_TASK DIRECTIONS_
For each line below that includes the string "lineJoin", show the whole line.

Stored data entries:

+---+

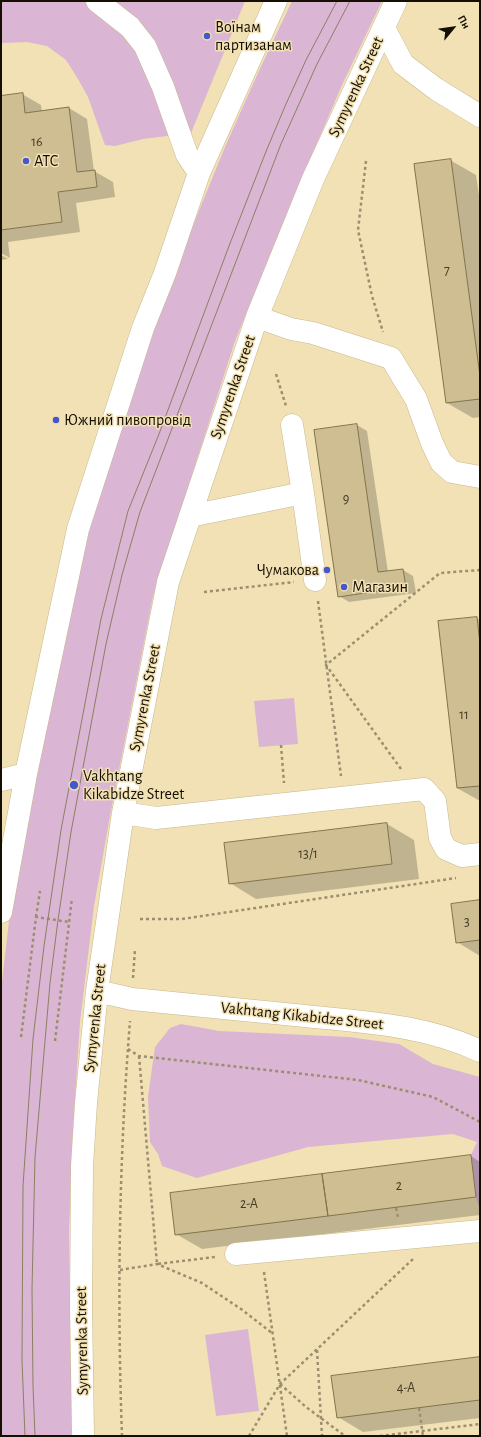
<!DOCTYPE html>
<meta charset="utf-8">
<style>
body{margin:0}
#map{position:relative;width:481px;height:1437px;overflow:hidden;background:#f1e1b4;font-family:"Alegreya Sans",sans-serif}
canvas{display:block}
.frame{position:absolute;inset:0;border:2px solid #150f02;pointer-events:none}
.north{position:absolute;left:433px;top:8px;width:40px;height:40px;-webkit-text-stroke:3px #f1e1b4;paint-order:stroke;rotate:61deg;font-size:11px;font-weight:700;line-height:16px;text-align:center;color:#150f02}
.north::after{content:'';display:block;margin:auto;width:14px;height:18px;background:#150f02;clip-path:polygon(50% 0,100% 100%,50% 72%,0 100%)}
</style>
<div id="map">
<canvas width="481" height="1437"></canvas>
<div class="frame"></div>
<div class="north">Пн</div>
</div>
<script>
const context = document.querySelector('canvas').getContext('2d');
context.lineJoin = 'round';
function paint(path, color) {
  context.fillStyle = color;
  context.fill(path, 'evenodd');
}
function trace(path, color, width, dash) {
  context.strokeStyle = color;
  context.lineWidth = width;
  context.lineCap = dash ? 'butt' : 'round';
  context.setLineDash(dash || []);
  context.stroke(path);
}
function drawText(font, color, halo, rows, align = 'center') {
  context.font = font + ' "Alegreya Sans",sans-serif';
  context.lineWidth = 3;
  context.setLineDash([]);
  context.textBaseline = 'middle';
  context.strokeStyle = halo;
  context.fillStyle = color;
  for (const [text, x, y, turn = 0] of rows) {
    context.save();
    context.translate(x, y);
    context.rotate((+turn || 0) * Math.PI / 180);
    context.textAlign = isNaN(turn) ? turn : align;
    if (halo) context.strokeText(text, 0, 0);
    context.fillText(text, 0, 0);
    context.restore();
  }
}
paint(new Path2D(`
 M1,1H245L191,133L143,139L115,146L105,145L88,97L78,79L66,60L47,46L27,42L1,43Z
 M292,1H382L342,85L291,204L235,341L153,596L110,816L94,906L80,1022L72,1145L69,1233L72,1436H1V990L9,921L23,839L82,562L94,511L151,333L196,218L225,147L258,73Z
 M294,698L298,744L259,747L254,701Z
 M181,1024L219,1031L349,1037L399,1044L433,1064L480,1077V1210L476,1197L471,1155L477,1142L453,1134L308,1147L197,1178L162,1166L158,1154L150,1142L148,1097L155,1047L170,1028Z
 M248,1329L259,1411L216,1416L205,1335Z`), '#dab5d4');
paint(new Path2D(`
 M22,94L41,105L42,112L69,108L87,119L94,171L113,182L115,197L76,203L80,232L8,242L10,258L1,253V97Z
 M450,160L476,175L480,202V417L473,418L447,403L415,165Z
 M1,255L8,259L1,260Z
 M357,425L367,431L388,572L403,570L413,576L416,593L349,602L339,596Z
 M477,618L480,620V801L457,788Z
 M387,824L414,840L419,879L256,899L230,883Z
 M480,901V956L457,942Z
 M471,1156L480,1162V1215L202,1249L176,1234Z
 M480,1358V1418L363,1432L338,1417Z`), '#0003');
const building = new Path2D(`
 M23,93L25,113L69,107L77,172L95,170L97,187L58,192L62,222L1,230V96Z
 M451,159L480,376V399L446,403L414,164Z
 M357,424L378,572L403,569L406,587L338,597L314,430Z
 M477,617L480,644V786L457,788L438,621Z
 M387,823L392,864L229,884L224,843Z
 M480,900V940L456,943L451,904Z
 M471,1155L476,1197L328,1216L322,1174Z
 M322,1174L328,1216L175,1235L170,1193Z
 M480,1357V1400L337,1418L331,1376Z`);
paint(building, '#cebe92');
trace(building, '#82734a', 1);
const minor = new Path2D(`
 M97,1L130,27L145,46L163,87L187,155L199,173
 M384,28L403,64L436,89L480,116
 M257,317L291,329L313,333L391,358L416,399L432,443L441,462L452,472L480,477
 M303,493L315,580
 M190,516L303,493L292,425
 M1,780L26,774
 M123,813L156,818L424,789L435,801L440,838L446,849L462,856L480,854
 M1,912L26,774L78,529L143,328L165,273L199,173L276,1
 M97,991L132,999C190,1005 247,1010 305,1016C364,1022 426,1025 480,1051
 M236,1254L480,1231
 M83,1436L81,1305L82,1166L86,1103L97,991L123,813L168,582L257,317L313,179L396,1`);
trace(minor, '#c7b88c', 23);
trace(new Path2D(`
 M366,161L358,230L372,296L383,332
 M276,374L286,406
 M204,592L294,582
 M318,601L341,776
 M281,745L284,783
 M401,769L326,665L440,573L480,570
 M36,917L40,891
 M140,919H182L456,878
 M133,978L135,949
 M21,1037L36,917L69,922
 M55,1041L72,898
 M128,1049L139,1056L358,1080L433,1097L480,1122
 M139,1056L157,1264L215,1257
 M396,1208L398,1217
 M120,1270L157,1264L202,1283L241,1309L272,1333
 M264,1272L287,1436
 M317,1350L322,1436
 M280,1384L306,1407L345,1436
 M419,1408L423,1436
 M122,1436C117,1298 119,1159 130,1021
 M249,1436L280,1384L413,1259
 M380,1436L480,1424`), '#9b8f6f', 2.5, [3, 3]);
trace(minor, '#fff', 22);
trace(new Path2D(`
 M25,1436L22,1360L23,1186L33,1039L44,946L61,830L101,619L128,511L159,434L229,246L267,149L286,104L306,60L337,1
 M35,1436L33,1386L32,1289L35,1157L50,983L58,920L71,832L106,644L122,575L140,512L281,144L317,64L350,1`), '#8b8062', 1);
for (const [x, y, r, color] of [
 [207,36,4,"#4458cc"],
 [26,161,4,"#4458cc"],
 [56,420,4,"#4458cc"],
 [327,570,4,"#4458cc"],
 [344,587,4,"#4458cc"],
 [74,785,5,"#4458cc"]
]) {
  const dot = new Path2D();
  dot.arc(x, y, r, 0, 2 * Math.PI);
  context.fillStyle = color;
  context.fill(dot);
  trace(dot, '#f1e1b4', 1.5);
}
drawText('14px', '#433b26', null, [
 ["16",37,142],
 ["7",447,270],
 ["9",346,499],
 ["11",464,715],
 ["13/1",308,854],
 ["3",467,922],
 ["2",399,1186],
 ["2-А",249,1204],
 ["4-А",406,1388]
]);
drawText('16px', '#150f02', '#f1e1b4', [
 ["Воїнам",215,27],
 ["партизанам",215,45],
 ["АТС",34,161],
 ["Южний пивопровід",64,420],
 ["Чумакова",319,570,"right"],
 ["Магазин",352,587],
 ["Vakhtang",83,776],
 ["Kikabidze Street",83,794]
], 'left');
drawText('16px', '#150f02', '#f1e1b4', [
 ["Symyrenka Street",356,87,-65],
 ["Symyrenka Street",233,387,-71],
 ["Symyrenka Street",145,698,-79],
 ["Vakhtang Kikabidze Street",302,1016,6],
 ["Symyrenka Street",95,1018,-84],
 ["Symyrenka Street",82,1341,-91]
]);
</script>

+---+

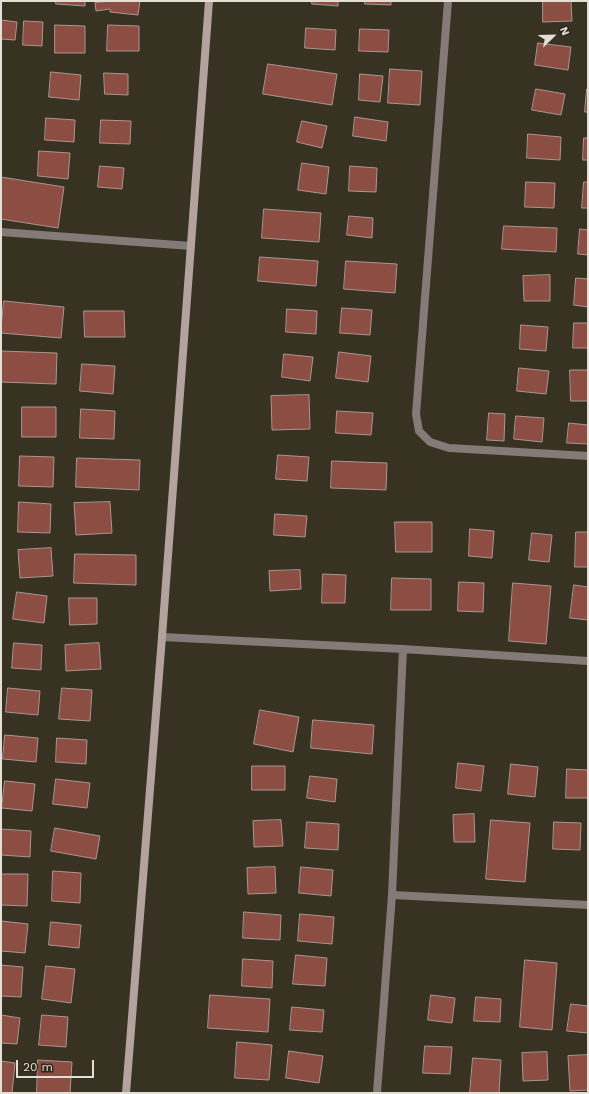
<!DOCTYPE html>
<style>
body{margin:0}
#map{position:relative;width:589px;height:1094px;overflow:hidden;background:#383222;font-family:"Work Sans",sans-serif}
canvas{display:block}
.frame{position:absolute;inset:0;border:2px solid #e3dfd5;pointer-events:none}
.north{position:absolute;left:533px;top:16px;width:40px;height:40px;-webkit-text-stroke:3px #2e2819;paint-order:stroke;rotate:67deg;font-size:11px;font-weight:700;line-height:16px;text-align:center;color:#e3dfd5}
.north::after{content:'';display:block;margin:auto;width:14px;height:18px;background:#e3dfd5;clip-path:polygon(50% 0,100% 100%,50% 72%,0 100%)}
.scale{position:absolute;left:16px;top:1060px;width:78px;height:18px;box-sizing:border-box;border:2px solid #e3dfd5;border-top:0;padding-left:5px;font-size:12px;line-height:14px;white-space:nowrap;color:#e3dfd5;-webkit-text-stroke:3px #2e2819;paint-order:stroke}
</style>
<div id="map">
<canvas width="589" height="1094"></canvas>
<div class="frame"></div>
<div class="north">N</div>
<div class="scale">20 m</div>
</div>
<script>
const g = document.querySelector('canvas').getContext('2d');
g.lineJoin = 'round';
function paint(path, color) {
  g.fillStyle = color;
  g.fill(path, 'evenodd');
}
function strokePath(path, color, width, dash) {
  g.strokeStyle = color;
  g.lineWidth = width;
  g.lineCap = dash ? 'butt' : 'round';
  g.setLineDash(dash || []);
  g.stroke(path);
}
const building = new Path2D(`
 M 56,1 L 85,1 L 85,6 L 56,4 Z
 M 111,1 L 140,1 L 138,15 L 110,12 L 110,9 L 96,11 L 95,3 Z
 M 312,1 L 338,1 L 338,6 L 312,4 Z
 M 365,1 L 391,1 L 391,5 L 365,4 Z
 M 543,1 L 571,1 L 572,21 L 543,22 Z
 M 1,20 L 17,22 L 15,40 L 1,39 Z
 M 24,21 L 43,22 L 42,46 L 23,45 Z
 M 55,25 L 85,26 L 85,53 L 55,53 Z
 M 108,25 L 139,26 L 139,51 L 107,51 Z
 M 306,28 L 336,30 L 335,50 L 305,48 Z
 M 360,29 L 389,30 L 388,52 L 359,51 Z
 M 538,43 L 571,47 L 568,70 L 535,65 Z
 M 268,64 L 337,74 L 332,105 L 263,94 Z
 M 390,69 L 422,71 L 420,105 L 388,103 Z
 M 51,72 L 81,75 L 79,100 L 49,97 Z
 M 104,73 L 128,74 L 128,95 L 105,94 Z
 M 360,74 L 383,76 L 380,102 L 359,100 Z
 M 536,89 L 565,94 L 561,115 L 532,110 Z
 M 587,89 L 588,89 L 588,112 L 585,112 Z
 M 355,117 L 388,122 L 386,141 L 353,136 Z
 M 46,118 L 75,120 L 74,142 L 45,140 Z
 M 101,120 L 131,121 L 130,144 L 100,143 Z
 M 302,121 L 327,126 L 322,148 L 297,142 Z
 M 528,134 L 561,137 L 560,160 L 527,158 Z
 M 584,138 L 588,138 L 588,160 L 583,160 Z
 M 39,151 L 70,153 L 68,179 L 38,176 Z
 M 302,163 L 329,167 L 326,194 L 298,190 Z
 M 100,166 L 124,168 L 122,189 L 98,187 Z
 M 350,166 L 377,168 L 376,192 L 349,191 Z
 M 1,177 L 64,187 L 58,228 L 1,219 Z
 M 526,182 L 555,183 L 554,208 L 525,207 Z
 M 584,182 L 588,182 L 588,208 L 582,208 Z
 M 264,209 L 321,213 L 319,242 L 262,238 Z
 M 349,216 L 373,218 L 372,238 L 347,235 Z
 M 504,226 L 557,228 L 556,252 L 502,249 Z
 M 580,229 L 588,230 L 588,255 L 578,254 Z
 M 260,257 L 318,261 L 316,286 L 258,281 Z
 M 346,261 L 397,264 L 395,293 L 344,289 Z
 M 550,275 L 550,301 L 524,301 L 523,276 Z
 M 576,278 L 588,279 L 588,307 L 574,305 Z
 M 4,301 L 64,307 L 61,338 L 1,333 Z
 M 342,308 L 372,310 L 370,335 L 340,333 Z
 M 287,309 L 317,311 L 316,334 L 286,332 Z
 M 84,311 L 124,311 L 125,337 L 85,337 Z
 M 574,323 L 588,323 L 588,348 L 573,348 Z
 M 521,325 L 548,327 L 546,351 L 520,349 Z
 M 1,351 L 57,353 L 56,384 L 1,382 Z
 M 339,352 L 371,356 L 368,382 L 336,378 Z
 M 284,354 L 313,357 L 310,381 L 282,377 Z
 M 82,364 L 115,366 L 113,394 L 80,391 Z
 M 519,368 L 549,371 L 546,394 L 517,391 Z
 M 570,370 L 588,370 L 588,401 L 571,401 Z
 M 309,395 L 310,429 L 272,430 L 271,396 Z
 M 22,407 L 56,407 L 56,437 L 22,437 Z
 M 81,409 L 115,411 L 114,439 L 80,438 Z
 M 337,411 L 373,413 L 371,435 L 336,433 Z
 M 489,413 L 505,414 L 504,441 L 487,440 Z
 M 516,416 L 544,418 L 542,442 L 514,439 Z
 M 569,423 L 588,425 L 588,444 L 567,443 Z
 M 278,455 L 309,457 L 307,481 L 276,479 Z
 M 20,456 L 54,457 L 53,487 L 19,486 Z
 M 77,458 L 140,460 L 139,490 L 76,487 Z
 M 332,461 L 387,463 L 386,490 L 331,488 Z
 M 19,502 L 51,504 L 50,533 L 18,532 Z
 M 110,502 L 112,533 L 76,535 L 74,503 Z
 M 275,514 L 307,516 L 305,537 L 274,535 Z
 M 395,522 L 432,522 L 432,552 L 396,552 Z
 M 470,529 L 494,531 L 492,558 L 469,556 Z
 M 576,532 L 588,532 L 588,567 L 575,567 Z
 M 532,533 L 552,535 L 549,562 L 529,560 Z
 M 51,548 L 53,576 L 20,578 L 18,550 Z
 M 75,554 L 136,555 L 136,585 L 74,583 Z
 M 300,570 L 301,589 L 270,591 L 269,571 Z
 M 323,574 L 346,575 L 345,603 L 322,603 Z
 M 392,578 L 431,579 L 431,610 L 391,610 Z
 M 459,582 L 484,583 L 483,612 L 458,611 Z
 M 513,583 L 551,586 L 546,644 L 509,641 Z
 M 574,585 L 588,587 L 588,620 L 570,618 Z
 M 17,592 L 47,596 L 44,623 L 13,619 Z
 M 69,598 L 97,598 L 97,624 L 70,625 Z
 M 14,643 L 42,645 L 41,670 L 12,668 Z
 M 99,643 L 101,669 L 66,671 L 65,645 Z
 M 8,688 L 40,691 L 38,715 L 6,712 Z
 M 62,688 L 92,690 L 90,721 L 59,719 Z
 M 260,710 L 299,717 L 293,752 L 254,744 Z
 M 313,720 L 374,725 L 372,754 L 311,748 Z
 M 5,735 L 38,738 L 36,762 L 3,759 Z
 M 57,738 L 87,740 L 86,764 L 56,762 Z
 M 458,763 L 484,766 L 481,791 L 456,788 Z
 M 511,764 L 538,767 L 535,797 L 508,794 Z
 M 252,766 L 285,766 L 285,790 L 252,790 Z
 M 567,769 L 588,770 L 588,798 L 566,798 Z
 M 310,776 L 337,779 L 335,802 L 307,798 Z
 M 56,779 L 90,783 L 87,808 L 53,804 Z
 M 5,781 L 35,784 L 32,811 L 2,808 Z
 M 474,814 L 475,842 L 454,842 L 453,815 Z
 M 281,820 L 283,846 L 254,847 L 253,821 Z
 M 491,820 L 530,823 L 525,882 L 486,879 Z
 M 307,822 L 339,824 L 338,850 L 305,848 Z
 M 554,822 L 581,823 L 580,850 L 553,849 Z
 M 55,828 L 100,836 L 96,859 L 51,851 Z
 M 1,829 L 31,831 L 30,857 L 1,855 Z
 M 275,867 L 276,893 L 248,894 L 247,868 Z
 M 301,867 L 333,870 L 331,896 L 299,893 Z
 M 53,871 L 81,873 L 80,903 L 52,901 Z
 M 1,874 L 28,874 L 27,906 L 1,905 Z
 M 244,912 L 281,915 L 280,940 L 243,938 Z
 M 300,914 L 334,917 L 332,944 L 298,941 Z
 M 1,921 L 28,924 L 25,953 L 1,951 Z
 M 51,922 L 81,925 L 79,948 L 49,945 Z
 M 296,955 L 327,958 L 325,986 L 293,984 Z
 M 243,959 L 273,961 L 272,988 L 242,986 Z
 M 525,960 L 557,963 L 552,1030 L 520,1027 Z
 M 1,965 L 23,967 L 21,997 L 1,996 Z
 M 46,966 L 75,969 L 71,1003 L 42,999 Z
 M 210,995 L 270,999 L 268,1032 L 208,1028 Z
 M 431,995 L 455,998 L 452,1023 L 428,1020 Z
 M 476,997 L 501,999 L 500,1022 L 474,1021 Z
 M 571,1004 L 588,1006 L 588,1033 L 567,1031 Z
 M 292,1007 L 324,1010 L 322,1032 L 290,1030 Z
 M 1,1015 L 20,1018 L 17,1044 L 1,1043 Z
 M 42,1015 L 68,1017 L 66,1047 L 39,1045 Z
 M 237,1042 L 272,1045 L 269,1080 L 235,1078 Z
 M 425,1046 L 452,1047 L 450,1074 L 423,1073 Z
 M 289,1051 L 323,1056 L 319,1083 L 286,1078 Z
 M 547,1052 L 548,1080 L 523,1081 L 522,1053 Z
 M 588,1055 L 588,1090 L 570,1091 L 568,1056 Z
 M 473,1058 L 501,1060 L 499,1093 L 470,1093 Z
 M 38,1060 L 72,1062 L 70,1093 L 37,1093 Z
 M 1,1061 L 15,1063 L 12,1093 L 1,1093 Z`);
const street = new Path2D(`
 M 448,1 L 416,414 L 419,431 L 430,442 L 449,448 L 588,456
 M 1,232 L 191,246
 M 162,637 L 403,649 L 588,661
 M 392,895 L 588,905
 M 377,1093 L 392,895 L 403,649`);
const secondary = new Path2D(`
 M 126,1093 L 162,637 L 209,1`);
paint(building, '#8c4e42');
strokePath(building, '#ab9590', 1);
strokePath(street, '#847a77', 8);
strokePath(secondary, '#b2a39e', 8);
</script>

+---+

_TASK SOLUTION_
context.lineJoin = 'round';
g.lineJoin = 'round';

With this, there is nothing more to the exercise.